> **Work instruction**
Reproduce exactly the lines below, from the first one through the line containing "display:flex; gap:12px; margin-top:auto;", and omit any pictures.

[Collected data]
+===+

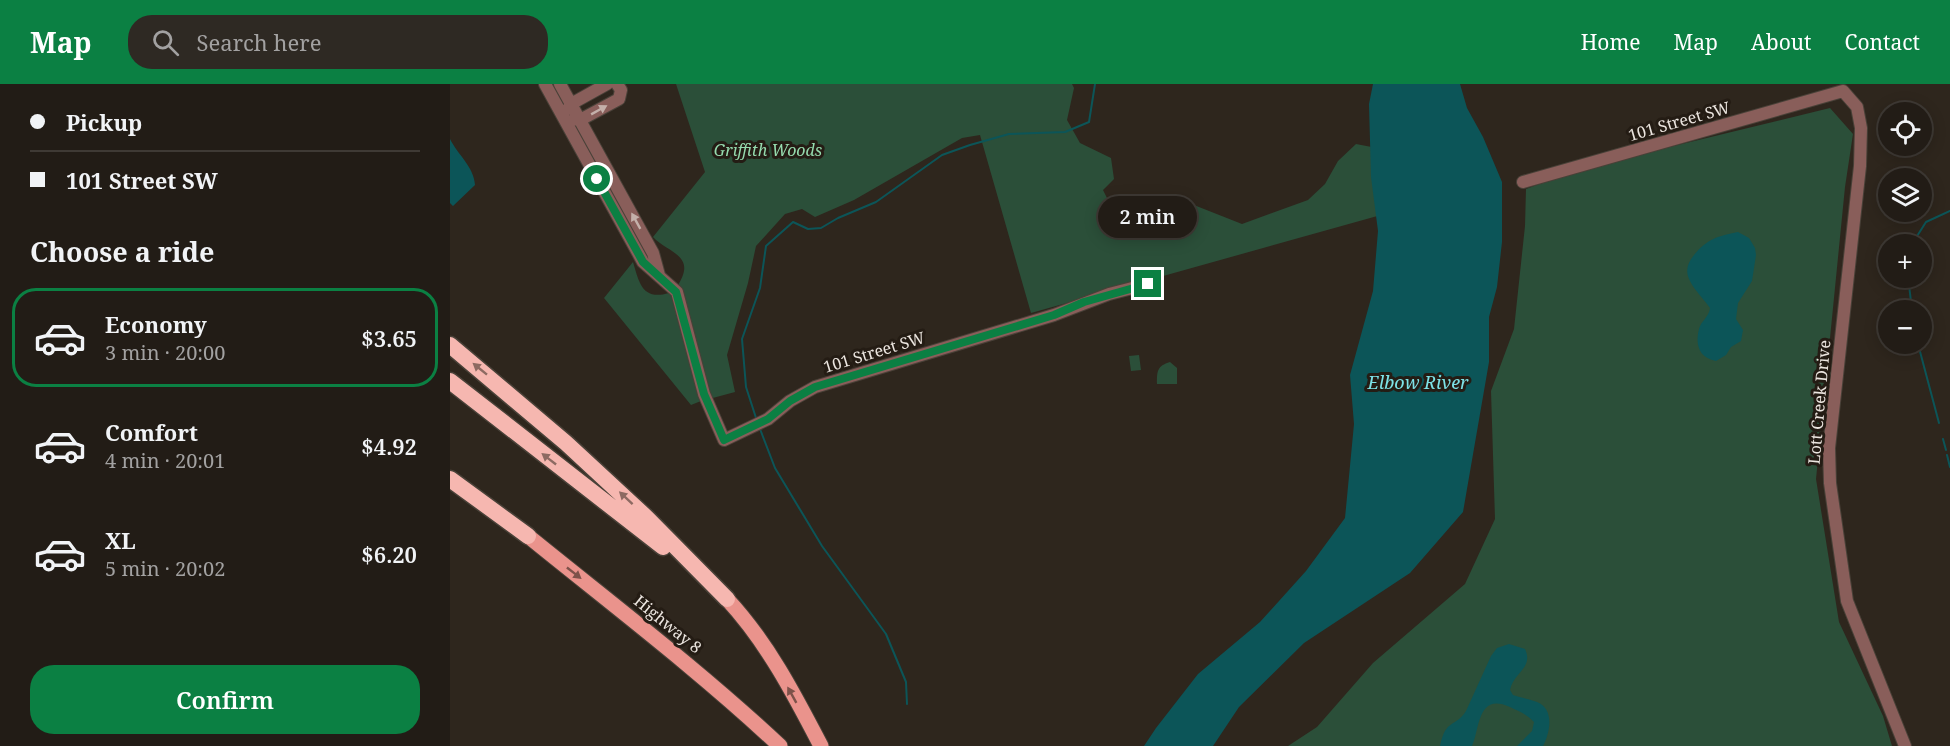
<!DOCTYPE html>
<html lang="en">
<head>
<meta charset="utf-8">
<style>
	:root { --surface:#221c16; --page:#2e2923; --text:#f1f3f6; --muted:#a2a1a1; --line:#3f3a35; --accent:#0b8043 }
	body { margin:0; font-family:"Noto Serif",serif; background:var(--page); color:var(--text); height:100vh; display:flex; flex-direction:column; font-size:22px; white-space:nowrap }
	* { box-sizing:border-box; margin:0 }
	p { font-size:20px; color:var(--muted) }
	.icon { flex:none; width:33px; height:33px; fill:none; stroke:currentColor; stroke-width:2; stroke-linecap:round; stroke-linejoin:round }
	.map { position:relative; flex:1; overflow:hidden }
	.sheet { display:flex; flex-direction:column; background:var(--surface); width:450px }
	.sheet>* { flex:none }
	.hud { display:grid; align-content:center; height:132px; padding:0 30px; background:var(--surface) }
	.buttons { position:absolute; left:1428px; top:18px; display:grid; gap:12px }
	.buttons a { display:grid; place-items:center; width:54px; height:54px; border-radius:50%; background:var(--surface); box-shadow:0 3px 15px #0003,0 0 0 2px var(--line); font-size:30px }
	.end { position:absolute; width:27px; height:27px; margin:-14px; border:8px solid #0b8043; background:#fff; box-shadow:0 0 0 3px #fff }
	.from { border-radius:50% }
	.bubble { position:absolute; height:42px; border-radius:21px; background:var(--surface); box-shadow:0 3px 15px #0003,0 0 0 2px var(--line); font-size:20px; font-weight:600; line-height:42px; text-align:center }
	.hud b { display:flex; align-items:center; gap:21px; height:57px; font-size:22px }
	.hud b+b { border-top:2px solid var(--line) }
	.hud i { width:15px; height:15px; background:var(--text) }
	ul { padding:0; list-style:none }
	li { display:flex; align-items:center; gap:18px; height:99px; margin:0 12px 9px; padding:0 18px; border:3px solid transparent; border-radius:24px }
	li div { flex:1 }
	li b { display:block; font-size:22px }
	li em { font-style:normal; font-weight:600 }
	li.active { border-color:var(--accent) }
	li>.icon { width:54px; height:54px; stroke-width:1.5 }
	h2 { padding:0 30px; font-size:27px; line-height:72px }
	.primary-button { display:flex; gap:12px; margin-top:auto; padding:12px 30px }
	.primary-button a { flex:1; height:69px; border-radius:24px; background:var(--accent); color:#fff; font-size:24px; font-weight:600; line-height:69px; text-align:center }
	header { display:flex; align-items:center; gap:36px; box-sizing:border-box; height:84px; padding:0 30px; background:var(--accent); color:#fff }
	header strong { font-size:28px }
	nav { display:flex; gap:33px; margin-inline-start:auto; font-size:21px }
	.search { width:420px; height:54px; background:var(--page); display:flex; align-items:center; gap:15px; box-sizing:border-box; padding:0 21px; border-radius:24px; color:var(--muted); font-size:22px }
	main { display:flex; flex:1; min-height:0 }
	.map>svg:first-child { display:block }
	.green { fill:#2b4f39 }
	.water { fill:#0c5558 }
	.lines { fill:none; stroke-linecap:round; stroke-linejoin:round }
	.stream { stroke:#0c5558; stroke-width:2 }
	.minor-casing { stroke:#494138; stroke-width:14 }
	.major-casing { stroke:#494138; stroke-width:17 }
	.highway-casing { stroke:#494138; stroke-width:19 }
	.minor { stroke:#895e5a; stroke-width:12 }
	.major { stroke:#ea938c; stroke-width:15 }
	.highway { stroke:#f6b7b0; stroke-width:16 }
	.oneway { fill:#c4b0aa }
	.oneway2 { fill:#8d6a62 }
	.oneway3 { fill:#7d524a }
	.route { stroke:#0b8043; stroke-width:8 }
	.labels { text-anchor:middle; stroke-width:6; stroke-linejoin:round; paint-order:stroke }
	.street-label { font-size:16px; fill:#ece6e0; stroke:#241c14 }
	.park-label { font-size:16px; font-style:italic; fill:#95dbae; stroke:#241c14 }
	.water-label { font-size:18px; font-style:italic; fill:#7de2e7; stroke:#241c14 }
</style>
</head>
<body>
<header>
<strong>Map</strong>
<div class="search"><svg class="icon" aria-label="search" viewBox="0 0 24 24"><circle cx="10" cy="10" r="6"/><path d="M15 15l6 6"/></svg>Search here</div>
<nav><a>Home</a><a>Map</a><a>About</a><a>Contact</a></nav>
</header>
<main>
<section class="sheet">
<div class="hud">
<b><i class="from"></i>Pickup</b>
<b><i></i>101 Street SW</b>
</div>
<h2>Choose a ride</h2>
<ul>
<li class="active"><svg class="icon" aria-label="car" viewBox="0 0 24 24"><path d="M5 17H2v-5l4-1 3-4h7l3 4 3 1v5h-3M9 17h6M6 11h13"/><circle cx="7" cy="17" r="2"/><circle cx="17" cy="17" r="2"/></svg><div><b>Economy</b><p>3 min · 20:00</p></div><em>$3.65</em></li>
<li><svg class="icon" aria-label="car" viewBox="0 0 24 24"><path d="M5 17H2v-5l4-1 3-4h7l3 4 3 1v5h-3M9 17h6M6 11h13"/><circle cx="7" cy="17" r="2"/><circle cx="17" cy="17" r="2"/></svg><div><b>Comfort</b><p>4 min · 20:01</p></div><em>$4.92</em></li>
<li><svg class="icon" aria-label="car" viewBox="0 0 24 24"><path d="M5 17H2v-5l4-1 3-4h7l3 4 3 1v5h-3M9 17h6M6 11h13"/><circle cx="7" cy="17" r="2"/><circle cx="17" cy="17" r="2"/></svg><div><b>XL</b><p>5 min · 20:02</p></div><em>$6.20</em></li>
</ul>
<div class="primary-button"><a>Confirm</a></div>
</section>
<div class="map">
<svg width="1500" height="662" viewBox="0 0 1500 662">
	<rect width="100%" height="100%" fill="#2e261d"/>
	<path class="green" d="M226,0h396l2,4 -7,32 13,23 31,15 3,21 -11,11 6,12 21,1 36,-9 76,30 66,-24 17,-16 13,-23 18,-17 26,5 24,59 -375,105 -51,-178 -18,3 -108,62 -39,17 -13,-8 -17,5 -29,32 -8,37 -21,72 8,37 -26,7 -31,-114c19,-30 -10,-32 -25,-48l52,-65z
		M1380,24l23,26 -8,53 -29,292 23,143 44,94 9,30h-604l29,-19 56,-64 92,-79 30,-65 -4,-128 23,-62 11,-103 1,-37 27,-10 100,-28z
		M183,178c6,20 9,39 36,31l3,2 29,106 -10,4 -87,-107z
		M689,271l2,15 -10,1 -2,-15z
		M720,278l7,6v16h-20c0,-13 0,-18 13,-22z"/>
	<path class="water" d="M923,0h87l7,24 16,29 19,45v60l-5,45 -8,30v45l-26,150 -53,61 -106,70 -65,64 -26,39h-69l12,-18 42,-54 62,-52 46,-51 39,-53 9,-94 -4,-49 23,-84 5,-60 -7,-54 -2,-73z
		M0,55c8,16 24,28 25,46l-22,21 -3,-3z
		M1288,148l11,6 6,10 1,7 -4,26 -14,22 -2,16 7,11 -2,11 -10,6 -5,8 -10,6c-17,-3 -21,-16 -17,-32 2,-8 10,-12 11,-21 -6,-9 -15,-17 -20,-27 -5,-10 -3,-17 4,-26 13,-16 24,-19 44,-23z
		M1059,560l16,5c9,19 -12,24 -15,41l3,5c8,3 17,4 24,7 18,7 13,31 6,44h-26l15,-15 2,-9c-7,-8 -16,-11 -24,-15 -33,-15 -30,22 -38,39h-32c6,-28 15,-18 26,-35l25,-55 6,-8z"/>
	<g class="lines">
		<path class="stream" d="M1462,160l14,-22 24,-11
			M1459,201l3,25
			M1468,260l21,79
			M307,337l-11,-34 -4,-48 18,-51 6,-42 27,-24 15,7 13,-1 17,-10 38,-16 66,-47 28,-10 39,-11 56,-2 24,-10 6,-38
			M310,345l15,39 47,78 64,88 20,48 1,22
			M1493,355l3,11
			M1497,371l3,12"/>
		<g class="minor-casing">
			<path id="minor" d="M95,0l98,178 34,30 27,102 20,46 44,-21 22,-18 25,-14 239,-72 55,-21 39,-10
				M110,0l93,169 6,22
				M118,25l3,-5 36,-20
				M124,35l6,1 39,-21 2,-9 -4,-6
				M1073,98l320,-91 14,16 4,21 -1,38 -31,282 1,35 17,118 58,145"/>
		</g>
		<g class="major-casing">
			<path id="major" d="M78,452c85,69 172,135 252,210
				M277,515c40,43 67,95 94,147"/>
		</g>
		<g class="highway-casing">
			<path id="highway" d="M0,261l116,98 81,75 80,81
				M0,297l213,166
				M0,395l78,57"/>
		</g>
		<use href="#minor" class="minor"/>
		<use href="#major" class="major"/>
		<use href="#highway" class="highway"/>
	</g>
	<defs><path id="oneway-solid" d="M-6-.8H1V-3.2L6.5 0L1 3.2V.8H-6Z" transform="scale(1.5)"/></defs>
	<g class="oneway">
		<use href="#oneway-solid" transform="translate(149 26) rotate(-29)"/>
		<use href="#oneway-solid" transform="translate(186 137) rotate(-119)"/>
	</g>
	<g class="oneway2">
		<use href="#oneway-solid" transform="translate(30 285) rotate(-141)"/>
		<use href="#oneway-solid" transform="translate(99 375) rotate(-142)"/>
		<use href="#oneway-solid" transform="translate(176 414) rotate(-137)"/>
	</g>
	<g class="oneway3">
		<use href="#oneway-solid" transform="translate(124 489) rotate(38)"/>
		<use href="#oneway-solid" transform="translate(342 611) rotate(-119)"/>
	</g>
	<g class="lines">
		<path class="route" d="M147,95l46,83 33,30 28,102 20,46 44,-21 22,-18 25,-14 239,-72 30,-13 64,-18"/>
	</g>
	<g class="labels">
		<g class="street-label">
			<text transform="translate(1229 37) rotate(-16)" y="6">101 Street SW</text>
			<text transform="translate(424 268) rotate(-17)" y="6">101 Street SW</text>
			<text transform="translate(1369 318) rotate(-85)" y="6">Lott Creek Drive</text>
			<text transform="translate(218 540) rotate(39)" y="6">Highway 8</text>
		</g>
		<g class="park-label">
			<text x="318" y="72">Griffith Woods</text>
		</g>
		<g class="water-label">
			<text x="968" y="305">Elbow River</text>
		</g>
	</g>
</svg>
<div class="buttons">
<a><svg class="icon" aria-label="locate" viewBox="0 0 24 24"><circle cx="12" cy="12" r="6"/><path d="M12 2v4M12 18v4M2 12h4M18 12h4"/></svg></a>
<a><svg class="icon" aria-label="layers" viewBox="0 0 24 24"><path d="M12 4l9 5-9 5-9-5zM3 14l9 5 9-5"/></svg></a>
<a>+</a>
<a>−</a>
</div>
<i class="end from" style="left:147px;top:95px"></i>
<i class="end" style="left:698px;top:200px"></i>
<div class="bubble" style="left:648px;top:112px;width:99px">2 min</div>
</div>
</main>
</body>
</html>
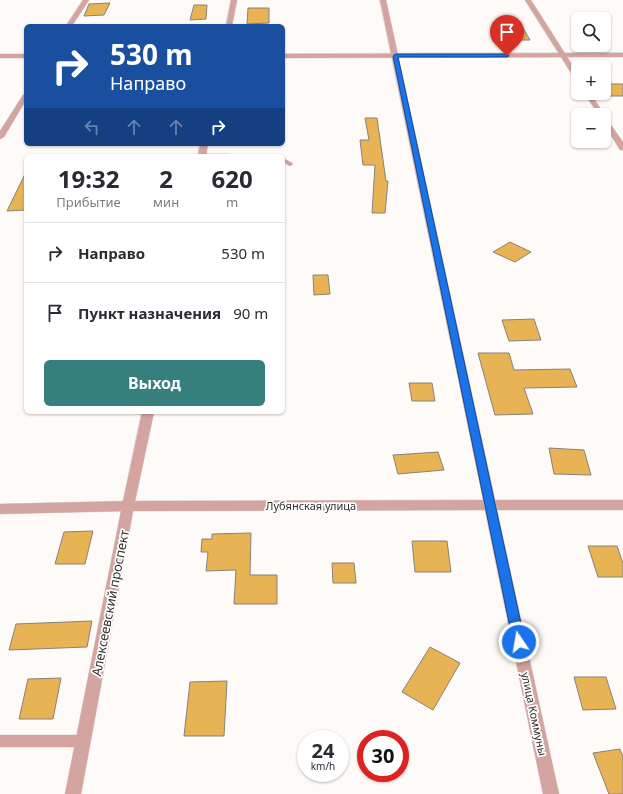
<!DOCTYPE html>
<html lang="ru">
<head>
<meta charset="utf-8">
<style>
  :root { --surface:#fff; --page:#f2f2f3; --text:#2b2b33; --muted:#7c7c81; --line:#e1e1e2; --accent:#377f7d }
  body { margin:0; font-family:"Noto Sans",sans-serif; background:var(--page); color:var(--text); height:100vh; display:flex; flex-direction:column; font-size:15px; white-space:nowrap }
  * { box-sizing:border-box; margin:0 }
  p { font-size:13px; color:var(--muted) }
  .icon { flex:none; width:22px; height:22px; fill:none; stroke:currentColor; stroke-width:2; stroke-linecap:round; stroke-linejoin:round }
  .map { position:relative; flex:1; overflow:hidden }
  .panel { position:absolute; left:24px; top:154px; width:261px; height:260px; display:flex; flex-direction:column; background:var(--surface); border-radius:6px; box-shadow:0 1px 3px #0004 }
  .panel>* { flex:none }
  .guide { position:absolute; left:24px; top:24px; width:261px; height:122px; border-radius:6px; box-shadow:0 1px 3px #0004; background:#1a4fa0; color:#fff; overflow:hidden }
  .controls { position:absolute; left:571px; top:12px; display:grid; gap:8px }
  .controls a { display:grid; place-items:center; width:40px; height:40px; border-radius:6px; background:var(--surface); box-shadow:0 1px 3px #0004; font-size:20px }
  .speed { position:absolute; left:297px; top:730px; display:flex; gap:8px; font-size:20px; font-weight:700; text-align:center }
  .speed>* { display:grid; place-content:center; width:52px; height:52px; border-radius:50%; background:var(--surface); box-shadow:0 1px 3px #0004; line-height:1 }
  .speed small { font-size:10px; font-weight:400 }
  .speed .limit { border:6px solid #d22; background:#fff; color:#111 }
  .pin { position:absolute; display:grid; place-items:center; width:34px; height:34px; color:#fff; margin:-41px -17px; border-radius:50% 50% 50% 0; rotate:-45deg; box-shadow:0 0 4px #0007 }
  .pin .icon { rotate:45deg }
  .me { position:absolute; width:44px; margin:-22px; rotate:348deg; stroke-linejoin:round; filter:drop-shadow(0 0 3px #0008) }
  .turn { display:flex; align-items:center; gap:14px; height:84px; padding:0 20px; font-size:18px }
  .turn .icon { width:52px; height:52px; stroke-width:2.5 }
  .turn b { display:block; font-size:28px; line-height:34px }
  .lanes { display:flex; align-items:center; height:38px; padding:0 20px; background:#0003; justify-content:center; gap:20px; direction:ltr }
  .lanes .off { opacity:.35 }
  .eta { display:flex; justify-content:space-evenly; align-items:center; height:68px; text-align:center }
  .eta b { font-size:24px; font-weight:700; line-height:28px }
  .action { display:flex; gap:8px; margin-top:auto; padding:8px 20px }
  .action a { flex:1; height:46px; border-radius:6px; background:var(--accent); color:#fff; font-size:16px; font-weight:700; line-height:46px; text-align:center }
  ul { padding:0; list-style:none }
  li { display:flex; align-items:center; gap:12px; height:60px; padding:0 20px; border-top:1px solid var(--line) }
  li div { flex:1 }
  li b { display:block; font-size:15px }
  li em { font-style:normal }
  .map>svg:first-child { display:block }
</style>
</head>
<body>
<div class="map">
<svg width="623" height="794" viewBox="0 0 623 794">
  <rect width="100%" height="100%" fill="#fefaf7"/>
  <g fill="#e7b355" stroke="#88827a">
    <polygon points="110,3 104,15 84,16 89,4"/>
    <polygon points="194,5 207,5 206,19 190,20"/>
    <polygon points="248,8 269,8 269,23 247,24"/>
    <polygon points="507,23 520,23 530,40 516,40"/>
    <rect x="604" y="84" width="19" height="12"/>
    <polygon points="365,118 377,118 386,181 388,181 385,213 372,213 375,165 363,165 360,140 369,140"/>
    <polygon points="26,172 26,210 7,211"/>
    <polygon points="510,242 531,252 515,262 493,252"/>
    <polygon points="313,275 328,275 330,294 314,295"/>
    <polygon points="534,319 541,340 509,341 502,320"/>
    <polygon points="478,353 509,353 514,370 570,369 577,387 524,388 533,414 495,415"/>
    <polygon points="409,383 432,383 435,401 412,401"/>
    <polygon points="549,448 584,450 591,475 554,474"/>
    <polygon points="438,452 444,470 398,474 393,455"/>
    <polygon points="93,531 85,564 55,564 64,532"/>
    <polygon points="251,533 250,575 277,575 277,604 234,604 236,570 206,571 208,552 201,552 202,539 212,539 212,534"/>
    <polygon points="412,541 447,541 451,572 415,572"/>
    <polygon points="588,546 617,546 623,563 623,577 598,577"/>
    <polygon points="332,563 354,563 356,583 333,583"/>
    <polygon points="92,621 87,647 9,650 16,624"/>
    <polygon points="430,647 460,663 433,710 402,692"/>
    <polygon points="574,677 606,677 616,709 583,710"/>
    <polygon points="61,678 53,719 19,719 28,679"/>
    <polygon points="227,681 224,736 184,736 190,682"/>
    <polygon points="620,749 623,757 623,794 609,794 593,753"/>
  </g>
  <g fill="none" stroke-linecap="round" stroke-linejoin="round">
    <g stroke="#d9d5d2" stroke-width="1">
      <g id="service">
        <polygon points="202,154 230,154 233,156 199,156"/>
        <polygon points="283,158 292,163 293,164 290,166 283,162"/>
        <polygon points="0,735 84,735 88,737 90,741 88,745 84,747 0,747"/>
      </g>
    </g>
    <g stroke="#d9d5d2" stroke-width="1">
      <g id="minor">
        <polygon points="83,0 89,0 72,26 66,26"/>
        <polygon points="231,0 237,0 232,26 226,26"/>
        <polygon points="380,0 386,0 495,500 623,500 623,510 497,510 559,794 543,794 485,510 128,511 0,514 0,504 128,501 483,500"/>
        <polygon points="525,0 531,0 578,74 578,81 575,79"/>
        <polygon points="26,93 26,100 4,137 0,139 0,131 23,95"/>
        <polygon points="584,93 590,93 605,115 604,116 604,115 599,115"/>
        <polygon points="604,117 606,118 623,142 623,150 620,150 604,124"/>
      </g>
    </g>
    <g stroke="#d9d5d2" stroke-width="1">
      <g id="tertiary">
        <polygon points="623,53 623,57 283,58 283,54"/>
        <rect x="0" y="54" width="26" height="4"/>
        <polygon points="200,144 208,144 206,156 198,156"/>
        <polygon points="142,412 154,412 134,506 81,794 65,794 122,506"/>
      </g>
    </g>
    <use href="#service" fill="#d3a4a0" fill-rule="evenodd"/>
    <use href="#minor" fill="#d3a4a0" fill-rule="evenodd"/>
    <use href="#tertiary" fill="#d3a4a0" fill-rule="evenodd"/>
  </g>
  <polygon fill="#1a73e8" stroke="#114b97" points="395,54 507,54 509,56 507,57 398,57 525,642 523,646 519,647 515,646 513,642 393,56"/>
  <g text-anchor="middle" stroke-width="3.5" stroke-linejoin="round" paint-order="stroke">
    <g font-size="11" fill="#332f2c" stroke="#fff">
      <text x="311" y="510">Лубянская улица</text>
      <text transform="translate(534 714) rotate(78)" y="4">улица Коммуны</text>
    </g>
    <g font-size="13" fill="#332f2c" stroke="#fff">
      <text transform="translate(110 603) rotate(-79)" y="5">Алексеевский проспект</text>
    </g>
  </g>
</svg>
<div class="controls">
<a><svg class="icon" aria-label="search" viewBox="0 0 24 24"><circle cx="10" cy="10" r="6"/><path d="M15 15l6 6"/></svg></a>
<a>+</a>
<a>−</a>
</div>
<div class="speed"><div>24<small>km/h</small></div><div class="limit">30</div></div>
<div class="pin" style="left:507px;top:56px;background:#d93025"><svg class="icon" aria-label="arrive" viewBox="0 0 24 24"><path d="M6 21V4h12l-3 4 3 4H6"/></svg></div>
<svg class="me" style="left:519px;top:642px" viewBox="-20 -20 40 40"><circle r="17" fill="#1a73e8" stroke="#fff" stroke-width="3"/><path d="M0-11L8 9 0 5-8 9z" fill="#fff"/></svg>
<div class="guide">
<div class="turn"><svg class="icon" aria-label="right" viewBox="0 0 24 24"><path d="M7 20v-9h11M14 6l5 5-5 5"/></svg><div><b>530 m</b>Направо</div></div>
<div class="lanes"><svg class="icon off" aria-label="left" viewBox="0 0 24 24"><path d="M17 20v-9H6M10 6l-5 5 5 5"/></svg><svg class="icon off" aria-label="ahead" viewBox="0 0 24 24"><path d="M12 20V5M6 11l6-6 6 6"/></svg><svg class="icon off" aria-label="ahead" viewBox="0 0 24 24"><path d="M12 20V5M6 11l6-6 6 6"/></svg><svg class="icon" aria-label="right" viewBox="0 0 24 24"><path d="M7 20v-9h11M14 6l5 5-5 5"/></svg></div>
</div>
<section class="panel">
<div class="eta">
<div><b>19:32</b><p>Прибытие</p></div>
<div><b>2</b><p>мин</p></div>
<div><b>620</b><p>m</p></div>
</div>
<ul>
<li><svg class="icon" aria-label="right" viewBox="0 0 24 24"><path d="M7 20v-9h11M14 6l5 5-5 5"/></svg><div><b>Направо</b></div><em>530 m</em></li>
<li><svg class="icon" aria-label="arrive" viewBox="0 0 24 24"><path d="M6 21V4h12l-3 4 3 4H6"/></svg><div><b>Пункт назначения</b></div><em>90 m</em></li>
</ul>
<div class="action"><a>Выход</a></div>
</section>
</div>
</body>
</html>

+===+

> **Result of this task**
<!DOCTYPE html>
<html lang="en">
<head>
<meta charset="utf-8">
<style>
	:root { --surface:#221c16; --page:#2e2923; --text:#f1f3f6; --muted:#a2a1a1; --line:#3f3a35; --accent:#0b8043 }
	body { margin:0; font-family:"Noto Serif",serif; background:var(--page); color:var(--text); height:100vh; display:flex; flex-direction:column; font-size:22px; white-space:nowrap }
	* { box-sizing:border-box; margin:0 }
	p { font-size:20px; color:var(--muted) }
	.icon { flex:none; width:33px; height:33px; fill:none; stroke:currentColor; stroke-width:2; stroke-linecap:round; stroke-linejoin:round }
	.map { position:relative; flex:1; overflow:hidden }
	.sheet { display:flex; flex-direction:column; background:var(--surface); width:450px }
	.sheet>* { flex:none }
	.hud { display:grid; align-content:center; height:132px; padding:0 30px; background:var(--surface) }
	.buttons { position:absolute; left:1428px; top:18px; display:grid; gap:12px }
	.buttons a { display:grid; place-items:center; width:54px; height:54px; border-radius:50%; background:var(--surface); box-shadow:0 3px 15px #0003,0 0 0 2px var(--line); font-size:30px }
	.end { position:absolute; width:27px; height:27px; margin:-14px; border:8px solid #0b8043; background:#fff; box-shadow:0 0 0 3px #fff }
	.from { border-radius:50% }
	.bubble { position:absolute; height:42px; border-radius:21px; background:var(--surface); box-shadow:0 3px 15px #0003,0 0 0 2px var(--line); font-size:20px; font-weight:600; line-height:42px; text-align:center }
	.hud b { display:flex; align-items:center; gap:21px; height:57px; font-size:22px }
	.hud b+b { border-top:2px solid var(--line) }
	.hud i { width:15px; height:15px; background:var(--text) }
	ul { padding:0; list-style:none }
	li { display:flex; align-items:center; gap:18px; height:99px; margin:0 12px 9px; padding:0 18px; border:3px solid transparent; border-radius:24px }
	li div { flex:1 }
	li b { display:block; font-size:22px }
	li em { font-style:normal; font-weight:600 }
	li.active { border-color:var(--accent) }
	li>.icon { width:54px; height:54px; stroke-width:1.5 }
	h2 { padding:0 30px; font-size:27px; line-height:72px }
	.primary-button { display:flex; gap:12px; margin-top:auto; padding:12px 30px }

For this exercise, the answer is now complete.